Nakazawa dedicated the latter half of the first volume of his series to the nuclear bombing of Hiroshima. Like the event itself, he drew it quick and instantaneous however the horror that came after were burned in Nakazawa’s memory and was illustrated meticulously in Barefoot Gen. It was not the easiest of images to be seen in the comic and yet there he was sharing his memory of the Second World War to young boys. Towards later volumes, Nakazawa not only shared his memory of the war but also made Gen reflect on purpose of his actions – “I will make a painting that will bring peace to the world.”
Barefoot Gen may have been a fictional story but Nakazawa had stated that this was in many ways a memoir of his own experience as Hiroshima survivor. He was 6 yrs. old when he witnessed the atomic bombing in Hiroshima. His previous works prior to Barefoot Gen was a mix of science fiction and war drama – some of them laced with images of his own experience during the bombing. Prior to Gen, his story Struck by Black Rain was known for having a protagonist who killed Americans as revenge for his suffering during the atomic bombing. Unlike Gen, this story was more hardboiled and didn’t delve deeply into his own experience.
According to Kenji Kajiya, the strong imagery in Barefoot Gen greatly stirred the emotions of its readers. His first-person perspective panels gave the readers of the manga a first-hand view of the horrors of the bombing. This technique greatly stirred the emotions of its readers.

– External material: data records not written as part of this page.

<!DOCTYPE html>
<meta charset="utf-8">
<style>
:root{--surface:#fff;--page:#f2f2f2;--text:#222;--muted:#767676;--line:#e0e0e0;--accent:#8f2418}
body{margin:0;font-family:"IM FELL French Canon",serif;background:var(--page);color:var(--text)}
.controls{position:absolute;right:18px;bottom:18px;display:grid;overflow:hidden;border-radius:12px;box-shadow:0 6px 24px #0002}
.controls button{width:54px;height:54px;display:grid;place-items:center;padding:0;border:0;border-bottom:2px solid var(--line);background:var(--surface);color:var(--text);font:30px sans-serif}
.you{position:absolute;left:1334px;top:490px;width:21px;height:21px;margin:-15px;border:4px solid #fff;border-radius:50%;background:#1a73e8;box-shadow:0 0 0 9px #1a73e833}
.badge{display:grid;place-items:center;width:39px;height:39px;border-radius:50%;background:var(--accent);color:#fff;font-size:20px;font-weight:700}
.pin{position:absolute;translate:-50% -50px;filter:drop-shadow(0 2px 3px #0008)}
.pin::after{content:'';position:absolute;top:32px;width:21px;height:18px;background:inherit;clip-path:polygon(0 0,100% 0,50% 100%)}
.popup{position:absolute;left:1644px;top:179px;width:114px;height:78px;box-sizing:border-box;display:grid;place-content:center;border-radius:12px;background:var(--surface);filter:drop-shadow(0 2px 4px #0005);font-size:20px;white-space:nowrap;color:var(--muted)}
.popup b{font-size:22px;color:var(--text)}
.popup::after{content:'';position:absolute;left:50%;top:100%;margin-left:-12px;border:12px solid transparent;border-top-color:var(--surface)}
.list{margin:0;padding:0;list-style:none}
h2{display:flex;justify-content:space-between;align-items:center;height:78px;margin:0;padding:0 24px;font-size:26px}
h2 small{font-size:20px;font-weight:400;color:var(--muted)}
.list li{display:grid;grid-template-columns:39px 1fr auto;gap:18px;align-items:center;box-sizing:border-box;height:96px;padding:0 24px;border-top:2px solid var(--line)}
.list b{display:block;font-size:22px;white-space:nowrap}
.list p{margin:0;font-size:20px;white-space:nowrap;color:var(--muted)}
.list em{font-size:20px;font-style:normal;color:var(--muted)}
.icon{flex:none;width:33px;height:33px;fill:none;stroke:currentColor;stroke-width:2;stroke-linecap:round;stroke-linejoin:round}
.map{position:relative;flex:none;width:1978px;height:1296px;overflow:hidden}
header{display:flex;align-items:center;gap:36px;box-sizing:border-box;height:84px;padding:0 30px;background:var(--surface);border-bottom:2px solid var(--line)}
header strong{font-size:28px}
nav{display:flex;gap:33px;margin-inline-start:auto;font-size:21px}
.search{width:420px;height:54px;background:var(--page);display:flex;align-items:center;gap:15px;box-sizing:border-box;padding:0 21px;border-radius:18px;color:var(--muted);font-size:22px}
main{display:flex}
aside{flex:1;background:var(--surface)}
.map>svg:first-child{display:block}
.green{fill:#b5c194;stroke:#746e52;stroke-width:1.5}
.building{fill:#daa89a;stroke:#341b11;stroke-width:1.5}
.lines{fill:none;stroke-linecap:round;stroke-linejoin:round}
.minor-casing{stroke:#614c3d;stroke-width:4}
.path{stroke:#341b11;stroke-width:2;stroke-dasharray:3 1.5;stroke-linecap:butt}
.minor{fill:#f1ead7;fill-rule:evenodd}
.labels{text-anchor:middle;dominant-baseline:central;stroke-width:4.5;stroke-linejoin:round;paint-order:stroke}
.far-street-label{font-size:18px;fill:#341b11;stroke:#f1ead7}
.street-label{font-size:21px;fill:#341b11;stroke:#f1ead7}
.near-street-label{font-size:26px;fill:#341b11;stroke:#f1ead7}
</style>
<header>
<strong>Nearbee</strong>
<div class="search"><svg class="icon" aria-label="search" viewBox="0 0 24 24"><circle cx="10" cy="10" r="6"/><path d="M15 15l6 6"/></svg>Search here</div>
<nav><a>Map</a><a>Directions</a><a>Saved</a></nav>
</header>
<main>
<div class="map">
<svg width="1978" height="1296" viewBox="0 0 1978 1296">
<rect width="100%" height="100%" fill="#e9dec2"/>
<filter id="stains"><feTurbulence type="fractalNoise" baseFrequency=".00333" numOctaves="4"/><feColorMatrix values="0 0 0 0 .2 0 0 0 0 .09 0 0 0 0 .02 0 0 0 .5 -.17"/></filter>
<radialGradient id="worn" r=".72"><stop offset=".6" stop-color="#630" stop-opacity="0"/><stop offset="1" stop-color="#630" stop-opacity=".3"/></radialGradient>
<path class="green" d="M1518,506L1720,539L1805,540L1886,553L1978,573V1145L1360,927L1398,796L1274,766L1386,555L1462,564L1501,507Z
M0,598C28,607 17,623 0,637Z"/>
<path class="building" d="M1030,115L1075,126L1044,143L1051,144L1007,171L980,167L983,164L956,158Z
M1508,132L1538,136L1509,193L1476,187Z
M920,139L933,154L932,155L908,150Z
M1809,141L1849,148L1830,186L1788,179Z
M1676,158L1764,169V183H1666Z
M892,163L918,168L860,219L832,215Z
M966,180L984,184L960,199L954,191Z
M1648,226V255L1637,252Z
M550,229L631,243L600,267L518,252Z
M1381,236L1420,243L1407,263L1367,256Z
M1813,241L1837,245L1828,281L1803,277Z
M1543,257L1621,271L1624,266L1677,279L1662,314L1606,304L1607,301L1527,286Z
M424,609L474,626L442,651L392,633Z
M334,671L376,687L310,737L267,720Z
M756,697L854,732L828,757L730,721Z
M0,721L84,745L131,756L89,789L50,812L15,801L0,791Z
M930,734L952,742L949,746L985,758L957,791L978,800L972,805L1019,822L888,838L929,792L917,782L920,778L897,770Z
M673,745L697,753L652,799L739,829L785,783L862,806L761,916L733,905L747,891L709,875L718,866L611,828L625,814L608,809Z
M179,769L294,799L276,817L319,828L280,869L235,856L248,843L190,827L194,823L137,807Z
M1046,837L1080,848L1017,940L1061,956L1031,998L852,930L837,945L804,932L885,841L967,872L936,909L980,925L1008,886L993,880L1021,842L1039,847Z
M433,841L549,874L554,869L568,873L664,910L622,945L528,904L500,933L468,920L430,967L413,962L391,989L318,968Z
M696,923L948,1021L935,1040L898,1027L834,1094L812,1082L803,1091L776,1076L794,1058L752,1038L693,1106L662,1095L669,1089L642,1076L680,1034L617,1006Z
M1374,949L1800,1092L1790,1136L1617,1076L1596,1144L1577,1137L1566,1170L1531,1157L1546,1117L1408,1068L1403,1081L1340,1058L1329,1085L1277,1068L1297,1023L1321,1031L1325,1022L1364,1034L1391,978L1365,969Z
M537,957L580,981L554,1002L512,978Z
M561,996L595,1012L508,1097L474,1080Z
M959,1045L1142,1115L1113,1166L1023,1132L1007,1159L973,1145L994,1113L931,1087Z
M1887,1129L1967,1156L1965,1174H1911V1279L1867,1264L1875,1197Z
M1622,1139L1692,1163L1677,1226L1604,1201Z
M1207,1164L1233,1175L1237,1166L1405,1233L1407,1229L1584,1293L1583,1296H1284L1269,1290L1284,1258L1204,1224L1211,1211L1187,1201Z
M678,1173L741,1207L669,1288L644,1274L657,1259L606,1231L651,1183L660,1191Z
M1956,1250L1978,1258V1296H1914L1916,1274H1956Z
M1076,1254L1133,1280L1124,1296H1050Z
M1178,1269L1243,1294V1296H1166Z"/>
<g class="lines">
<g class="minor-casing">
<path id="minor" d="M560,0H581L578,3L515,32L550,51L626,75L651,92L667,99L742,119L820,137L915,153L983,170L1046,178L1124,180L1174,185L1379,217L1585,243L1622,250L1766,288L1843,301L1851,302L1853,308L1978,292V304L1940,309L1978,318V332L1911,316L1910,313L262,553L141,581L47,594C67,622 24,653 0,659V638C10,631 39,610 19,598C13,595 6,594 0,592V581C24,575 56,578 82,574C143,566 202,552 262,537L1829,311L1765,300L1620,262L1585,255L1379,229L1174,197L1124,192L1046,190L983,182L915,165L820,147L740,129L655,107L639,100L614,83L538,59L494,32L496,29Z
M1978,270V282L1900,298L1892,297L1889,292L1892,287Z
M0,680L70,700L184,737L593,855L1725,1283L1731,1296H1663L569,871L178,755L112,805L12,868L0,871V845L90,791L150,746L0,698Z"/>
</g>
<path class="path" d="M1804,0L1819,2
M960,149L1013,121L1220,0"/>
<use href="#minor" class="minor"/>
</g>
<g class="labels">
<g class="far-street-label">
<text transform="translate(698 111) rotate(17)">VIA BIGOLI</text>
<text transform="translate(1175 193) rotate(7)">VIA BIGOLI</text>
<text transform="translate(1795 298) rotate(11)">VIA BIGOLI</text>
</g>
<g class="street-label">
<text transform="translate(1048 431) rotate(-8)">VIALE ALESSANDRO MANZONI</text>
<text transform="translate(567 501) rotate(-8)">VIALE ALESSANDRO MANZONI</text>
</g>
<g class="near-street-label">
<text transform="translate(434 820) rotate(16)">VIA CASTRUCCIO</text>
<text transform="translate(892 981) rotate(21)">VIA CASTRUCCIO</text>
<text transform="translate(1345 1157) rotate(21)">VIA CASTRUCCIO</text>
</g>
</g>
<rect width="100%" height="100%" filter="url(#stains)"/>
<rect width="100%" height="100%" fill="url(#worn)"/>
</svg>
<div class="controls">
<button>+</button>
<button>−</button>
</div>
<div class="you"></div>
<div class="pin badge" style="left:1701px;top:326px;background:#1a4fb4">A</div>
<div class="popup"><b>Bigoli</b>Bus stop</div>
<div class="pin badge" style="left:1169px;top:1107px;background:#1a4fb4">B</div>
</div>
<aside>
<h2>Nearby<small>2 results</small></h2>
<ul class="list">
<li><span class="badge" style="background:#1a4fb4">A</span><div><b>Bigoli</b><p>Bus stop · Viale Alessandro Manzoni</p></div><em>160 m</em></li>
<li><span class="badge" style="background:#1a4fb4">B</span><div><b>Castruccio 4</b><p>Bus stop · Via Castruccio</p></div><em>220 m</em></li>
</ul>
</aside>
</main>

The effect of Nakazawa’s technique eventually led to some complaints with regards to the gruesomeness of Gen. Parents complained about its harsh images and Nakazawa changed his artistic style however he felt constricted by them. He ended up loathing Gen and hid it in his drawer. Still, the reaction of the parents is a reminder of the power of Gen and how his gruesome images of the war solicited memories of the horrors of the war.

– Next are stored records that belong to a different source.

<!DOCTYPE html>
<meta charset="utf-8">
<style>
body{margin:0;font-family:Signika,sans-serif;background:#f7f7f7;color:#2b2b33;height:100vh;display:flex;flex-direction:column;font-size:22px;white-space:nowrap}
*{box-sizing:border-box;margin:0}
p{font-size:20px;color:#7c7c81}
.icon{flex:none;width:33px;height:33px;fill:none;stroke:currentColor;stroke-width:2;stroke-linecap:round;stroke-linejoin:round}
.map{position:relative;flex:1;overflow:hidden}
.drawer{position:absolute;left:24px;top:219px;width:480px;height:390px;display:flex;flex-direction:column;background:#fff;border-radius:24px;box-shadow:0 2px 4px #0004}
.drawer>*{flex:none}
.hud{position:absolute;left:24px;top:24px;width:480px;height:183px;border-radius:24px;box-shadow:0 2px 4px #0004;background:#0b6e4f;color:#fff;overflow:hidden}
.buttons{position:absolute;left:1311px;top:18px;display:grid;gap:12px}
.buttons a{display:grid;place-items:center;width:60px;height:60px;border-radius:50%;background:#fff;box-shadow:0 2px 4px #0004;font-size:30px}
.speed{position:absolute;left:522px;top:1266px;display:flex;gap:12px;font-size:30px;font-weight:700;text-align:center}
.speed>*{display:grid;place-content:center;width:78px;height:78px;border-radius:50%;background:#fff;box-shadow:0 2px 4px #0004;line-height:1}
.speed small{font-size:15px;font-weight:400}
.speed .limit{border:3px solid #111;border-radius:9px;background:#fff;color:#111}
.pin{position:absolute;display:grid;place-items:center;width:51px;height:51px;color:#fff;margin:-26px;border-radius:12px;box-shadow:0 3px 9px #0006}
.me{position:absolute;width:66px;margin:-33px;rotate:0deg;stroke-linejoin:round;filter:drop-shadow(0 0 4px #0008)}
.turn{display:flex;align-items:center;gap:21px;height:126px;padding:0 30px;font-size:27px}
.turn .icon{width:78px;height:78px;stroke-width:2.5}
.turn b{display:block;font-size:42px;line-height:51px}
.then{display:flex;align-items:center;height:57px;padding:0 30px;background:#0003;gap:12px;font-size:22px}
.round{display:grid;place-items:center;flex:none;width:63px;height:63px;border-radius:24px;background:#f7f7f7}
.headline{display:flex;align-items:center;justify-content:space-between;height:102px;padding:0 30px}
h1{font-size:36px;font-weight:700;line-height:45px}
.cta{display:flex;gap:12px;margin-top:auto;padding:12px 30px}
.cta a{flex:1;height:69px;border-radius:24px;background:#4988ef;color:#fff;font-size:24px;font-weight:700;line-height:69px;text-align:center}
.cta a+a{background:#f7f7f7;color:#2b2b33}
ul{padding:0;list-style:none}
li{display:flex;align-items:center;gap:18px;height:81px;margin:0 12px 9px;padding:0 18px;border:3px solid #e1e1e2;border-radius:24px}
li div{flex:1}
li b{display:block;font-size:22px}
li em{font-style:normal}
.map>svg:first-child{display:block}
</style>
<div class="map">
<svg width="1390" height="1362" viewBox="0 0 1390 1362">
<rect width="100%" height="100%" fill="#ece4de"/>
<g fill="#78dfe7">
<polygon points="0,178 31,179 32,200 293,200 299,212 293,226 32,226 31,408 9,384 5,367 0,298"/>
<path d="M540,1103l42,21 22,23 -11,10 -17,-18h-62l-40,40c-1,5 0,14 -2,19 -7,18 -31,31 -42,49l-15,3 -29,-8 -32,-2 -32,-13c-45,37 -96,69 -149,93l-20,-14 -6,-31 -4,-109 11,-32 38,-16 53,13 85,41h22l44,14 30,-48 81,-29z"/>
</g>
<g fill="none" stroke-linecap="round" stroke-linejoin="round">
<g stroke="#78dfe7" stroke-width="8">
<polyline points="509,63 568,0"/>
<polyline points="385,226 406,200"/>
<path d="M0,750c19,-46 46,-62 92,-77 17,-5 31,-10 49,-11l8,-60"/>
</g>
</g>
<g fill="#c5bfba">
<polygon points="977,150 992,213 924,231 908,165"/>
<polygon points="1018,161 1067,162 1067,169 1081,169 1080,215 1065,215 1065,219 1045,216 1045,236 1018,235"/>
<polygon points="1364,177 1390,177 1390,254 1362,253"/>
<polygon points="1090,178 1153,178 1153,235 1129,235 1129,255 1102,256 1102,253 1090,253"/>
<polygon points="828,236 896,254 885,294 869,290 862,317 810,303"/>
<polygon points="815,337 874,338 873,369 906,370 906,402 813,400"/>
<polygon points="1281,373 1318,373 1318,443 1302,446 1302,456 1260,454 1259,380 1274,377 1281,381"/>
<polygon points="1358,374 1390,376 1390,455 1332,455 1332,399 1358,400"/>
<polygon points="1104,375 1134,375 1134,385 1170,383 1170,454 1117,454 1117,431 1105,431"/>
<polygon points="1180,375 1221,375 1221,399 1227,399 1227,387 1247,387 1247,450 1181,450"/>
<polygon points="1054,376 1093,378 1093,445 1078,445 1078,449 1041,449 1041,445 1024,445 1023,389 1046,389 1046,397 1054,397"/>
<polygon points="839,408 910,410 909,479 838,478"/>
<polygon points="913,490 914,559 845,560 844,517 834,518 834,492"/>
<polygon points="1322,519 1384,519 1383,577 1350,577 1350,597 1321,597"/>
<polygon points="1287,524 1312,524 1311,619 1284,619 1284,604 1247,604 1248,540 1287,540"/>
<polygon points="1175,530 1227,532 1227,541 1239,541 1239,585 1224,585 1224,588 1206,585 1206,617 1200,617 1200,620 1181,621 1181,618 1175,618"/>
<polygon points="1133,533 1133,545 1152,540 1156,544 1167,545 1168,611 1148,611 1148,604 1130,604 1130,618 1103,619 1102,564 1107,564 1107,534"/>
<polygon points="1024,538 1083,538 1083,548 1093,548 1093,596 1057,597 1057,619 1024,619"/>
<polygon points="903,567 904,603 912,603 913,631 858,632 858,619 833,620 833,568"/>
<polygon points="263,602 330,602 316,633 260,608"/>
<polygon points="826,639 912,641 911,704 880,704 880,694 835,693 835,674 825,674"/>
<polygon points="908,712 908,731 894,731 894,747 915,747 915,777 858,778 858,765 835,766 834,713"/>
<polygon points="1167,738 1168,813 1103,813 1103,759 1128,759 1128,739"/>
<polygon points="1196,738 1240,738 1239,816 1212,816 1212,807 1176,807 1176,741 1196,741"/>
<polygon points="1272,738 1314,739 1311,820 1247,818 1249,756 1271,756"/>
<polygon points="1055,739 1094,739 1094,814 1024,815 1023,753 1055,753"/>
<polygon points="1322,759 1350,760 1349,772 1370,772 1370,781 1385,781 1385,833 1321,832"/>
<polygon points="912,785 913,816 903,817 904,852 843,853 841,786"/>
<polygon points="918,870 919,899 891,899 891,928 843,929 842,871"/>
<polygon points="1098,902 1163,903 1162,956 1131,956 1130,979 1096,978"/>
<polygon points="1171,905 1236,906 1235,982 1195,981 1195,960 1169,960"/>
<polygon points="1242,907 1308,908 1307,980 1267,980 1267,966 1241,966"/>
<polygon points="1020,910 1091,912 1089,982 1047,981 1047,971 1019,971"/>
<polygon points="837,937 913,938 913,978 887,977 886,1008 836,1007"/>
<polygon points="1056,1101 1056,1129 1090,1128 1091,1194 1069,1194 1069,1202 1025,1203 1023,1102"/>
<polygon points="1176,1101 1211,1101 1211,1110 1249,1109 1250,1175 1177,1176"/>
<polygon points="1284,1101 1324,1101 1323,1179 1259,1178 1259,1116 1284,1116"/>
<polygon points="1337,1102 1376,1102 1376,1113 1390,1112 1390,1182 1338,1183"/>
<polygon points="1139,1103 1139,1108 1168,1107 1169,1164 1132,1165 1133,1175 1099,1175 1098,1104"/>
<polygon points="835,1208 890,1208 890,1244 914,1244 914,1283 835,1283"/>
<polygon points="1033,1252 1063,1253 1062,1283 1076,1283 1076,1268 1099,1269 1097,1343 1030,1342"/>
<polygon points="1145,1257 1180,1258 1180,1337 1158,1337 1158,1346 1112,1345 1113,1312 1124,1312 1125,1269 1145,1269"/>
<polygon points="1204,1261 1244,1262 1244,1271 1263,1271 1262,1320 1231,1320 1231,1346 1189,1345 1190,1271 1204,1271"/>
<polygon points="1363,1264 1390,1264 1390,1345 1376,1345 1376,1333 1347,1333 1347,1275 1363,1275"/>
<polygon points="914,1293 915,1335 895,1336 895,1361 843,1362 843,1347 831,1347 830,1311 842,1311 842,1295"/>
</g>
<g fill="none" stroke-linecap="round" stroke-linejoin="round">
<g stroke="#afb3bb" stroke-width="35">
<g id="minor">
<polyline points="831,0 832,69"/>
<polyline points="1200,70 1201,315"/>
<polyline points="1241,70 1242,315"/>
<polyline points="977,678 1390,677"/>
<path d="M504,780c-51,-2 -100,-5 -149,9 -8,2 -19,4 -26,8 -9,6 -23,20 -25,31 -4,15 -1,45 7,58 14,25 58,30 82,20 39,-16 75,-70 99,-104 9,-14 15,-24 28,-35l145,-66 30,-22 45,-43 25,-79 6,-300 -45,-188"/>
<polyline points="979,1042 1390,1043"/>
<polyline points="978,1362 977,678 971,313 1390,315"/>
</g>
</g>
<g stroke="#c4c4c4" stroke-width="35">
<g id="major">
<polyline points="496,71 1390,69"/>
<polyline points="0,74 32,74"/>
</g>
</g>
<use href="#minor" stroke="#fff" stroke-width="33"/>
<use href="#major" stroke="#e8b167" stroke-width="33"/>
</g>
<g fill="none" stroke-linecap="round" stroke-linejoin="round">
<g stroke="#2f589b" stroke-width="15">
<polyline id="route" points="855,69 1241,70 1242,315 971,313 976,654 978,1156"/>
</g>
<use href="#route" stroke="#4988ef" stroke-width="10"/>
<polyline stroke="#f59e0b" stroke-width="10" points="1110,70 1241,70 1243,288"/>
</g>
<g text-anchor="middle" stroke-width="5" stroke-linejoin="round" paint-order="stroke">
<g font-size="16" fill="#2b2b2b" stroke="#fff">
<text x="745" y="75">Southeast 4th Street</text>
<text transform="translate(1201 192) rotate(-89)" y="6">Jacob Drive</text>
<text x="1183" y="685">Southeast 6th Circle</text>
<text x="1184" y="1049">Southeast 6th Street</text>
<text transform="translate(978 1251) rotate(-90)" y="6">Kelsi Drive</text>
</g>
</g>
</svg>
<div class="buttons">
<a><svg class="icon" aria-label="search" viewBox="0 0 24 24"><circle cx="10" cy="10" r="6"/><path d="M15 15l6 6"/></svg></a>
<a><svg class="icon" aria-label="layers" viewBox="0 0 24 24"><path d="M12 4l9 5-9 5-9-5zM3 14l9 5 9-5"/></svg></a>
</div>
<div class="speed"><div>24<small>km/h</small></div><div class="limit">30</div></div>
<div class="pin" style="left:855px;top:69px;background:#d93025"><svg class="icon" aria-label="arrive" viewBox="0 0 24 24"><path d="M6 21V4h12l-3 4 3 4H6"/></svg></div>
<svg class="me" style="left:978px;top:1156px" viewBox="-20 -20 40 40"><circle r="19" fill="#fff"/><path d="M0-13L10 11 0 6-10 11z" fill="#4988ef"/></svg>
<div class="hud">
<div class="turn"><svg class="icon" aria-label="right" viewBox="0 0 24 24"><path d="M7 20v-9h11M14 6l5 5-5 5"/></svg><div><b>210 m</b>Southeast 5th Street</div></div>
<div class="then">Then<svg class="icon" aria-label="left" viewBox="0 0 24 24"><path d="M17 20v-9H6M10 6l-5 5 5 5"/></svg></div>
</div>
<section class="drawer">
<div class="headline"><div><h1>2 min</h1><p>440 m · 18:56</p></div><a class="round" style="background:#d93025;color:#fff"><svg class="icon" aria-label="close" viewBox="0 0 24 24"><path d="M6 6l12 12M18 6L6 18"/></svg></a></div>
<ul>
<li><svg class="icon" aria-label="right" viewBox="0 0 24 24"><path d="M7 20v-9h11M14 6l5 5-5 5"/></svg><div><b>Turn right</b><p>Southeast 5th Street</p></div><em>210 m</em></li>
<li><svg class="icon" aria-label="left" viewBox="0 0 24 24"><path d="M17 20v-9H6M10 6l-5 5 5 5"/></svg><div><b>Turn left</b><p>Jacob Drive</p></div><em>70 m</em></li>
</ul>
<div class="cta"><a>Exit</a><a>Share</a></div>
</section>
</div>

Gen eventually moved to a different magazine as the series came to an end. In here, Nakazawa was able to write more of his memories in the past. His story has been retold as a movies and television specials that still aimed to remind people the horrors of nuclear fallout. A group of Japanese people named ‘Project Gen’ has used the comic to spread to the world the effects of the atomic bomb in Hiroshima. Gen was the first Japanese comic to be published in English. To this day, the comic still finds its relevance in Japan. In March 2012, the Board of Education has announced that they will use Barefoot Gen in Grade 3 elementary textbooks to impart lessons from the bombing to the younger generation.